## TASK REQUIREMENTS
Go through the listing below. Copy each line that has the string "Halecker".
__________
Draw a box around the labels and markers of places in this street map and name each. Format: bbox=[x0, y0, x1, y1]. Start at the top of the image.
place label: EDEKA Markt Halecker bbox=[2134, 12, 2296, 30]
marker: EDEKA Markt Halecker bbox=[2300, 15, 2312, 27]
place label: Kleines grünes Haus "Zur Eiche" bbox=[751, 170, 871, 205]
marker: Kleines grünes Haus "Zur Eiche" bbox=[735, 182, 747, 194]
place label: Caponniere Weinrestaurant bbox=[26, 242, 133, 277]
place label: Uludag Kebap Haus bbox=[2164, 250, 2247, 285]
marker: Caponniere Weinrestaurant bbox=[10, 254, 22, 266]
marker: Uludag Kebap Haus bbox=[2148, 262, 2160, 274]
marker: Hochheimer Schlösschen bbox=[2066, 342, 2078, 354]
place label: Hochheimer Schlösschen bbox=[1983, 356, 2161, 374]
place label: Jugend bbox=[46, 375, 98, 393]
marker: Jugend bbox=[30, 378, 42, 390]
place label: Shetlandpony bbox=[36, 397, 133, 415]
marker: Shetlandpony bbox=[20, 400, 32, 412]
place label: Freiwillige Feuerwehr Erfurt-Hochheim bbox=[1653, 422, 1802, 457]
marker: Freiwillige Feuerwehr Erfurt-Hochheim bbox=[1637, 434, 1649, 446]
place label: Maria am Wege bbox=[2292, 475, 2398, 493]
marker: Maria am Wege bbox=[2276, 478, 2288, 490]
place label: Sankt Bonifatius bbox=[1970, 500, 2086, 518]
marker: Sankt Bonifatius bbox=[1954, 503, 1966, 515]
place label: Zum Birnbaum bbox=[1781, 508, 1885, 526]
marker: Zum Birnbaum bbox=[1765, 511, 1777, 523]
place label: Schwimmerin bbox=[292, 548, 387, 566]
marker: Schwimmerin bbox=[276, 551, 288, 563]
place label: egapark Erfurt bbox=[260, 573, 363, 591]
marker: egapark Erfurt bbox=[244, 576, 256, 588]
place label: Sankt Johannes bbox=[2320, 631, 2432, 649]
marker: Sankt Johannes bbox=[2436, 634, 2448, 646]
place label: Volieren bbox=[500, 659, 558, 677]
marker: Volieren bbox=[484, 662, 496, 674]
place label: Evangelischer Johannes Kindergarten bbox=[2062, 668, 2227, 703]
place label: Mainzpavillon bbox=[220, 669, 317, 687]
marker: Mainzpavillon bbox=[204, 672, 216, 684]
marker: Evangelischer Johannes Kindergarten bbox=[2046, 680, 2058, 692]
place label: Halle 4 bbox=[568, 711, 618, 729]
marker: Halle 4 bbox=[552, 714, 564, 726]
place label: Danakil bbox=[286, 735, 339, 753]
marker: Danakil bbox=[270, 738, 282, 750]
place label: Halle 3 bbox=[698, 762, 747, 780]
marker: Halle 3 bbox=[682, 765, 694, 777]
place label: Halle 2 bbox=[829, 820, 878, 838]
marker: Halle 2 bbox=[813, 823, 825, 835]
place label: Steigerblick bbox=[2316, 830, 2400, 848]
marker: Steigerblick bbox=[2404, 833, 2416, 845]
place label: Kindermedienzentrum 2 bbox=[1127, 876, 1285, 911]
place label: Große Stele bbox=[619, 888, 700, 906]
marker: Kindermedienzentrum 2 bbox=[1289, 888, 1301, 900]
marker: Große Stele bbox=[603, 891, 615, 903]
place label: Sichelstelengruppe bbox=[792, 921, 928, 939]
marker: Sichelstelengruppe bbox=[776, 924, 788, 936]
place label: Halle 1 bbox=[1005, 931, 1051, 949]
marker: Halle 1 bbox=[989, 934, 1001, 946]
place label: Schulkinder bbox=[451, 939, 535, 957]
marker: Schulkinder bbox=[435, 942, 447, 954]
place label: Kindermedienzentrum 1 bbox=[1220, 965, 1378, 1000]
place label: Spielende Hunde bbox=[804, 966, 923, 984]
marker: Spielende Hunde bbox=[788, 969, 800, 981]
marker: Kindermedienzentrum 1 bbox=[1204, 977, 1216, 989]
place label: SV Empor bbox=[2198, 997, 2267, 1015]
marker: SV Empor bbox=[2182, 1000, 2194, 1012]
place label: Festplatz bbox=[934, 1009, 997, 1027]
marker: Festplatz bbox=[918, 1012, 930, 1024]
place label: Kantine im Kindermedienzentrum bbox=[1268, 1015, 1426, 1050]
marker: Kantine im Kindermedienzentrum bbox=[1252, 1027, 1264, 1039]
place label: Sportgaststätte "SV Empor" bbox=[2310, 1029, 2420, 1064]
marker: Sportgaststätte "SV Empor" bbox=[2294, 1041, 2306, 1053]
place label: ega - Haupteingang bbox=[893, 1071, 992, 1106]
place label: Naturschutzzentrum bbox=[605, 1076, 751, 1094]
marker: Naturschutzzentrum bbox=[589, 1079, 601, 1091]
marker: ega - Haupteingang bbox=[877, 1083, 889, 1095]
__________
## EXERCISE OUTPUT
place label: EDEKA Markt Halecker bbox=[2134, 12, 2296, 30]
marker: EDEKA Markt Halecker bbox=[2300, 15, 2312, 27]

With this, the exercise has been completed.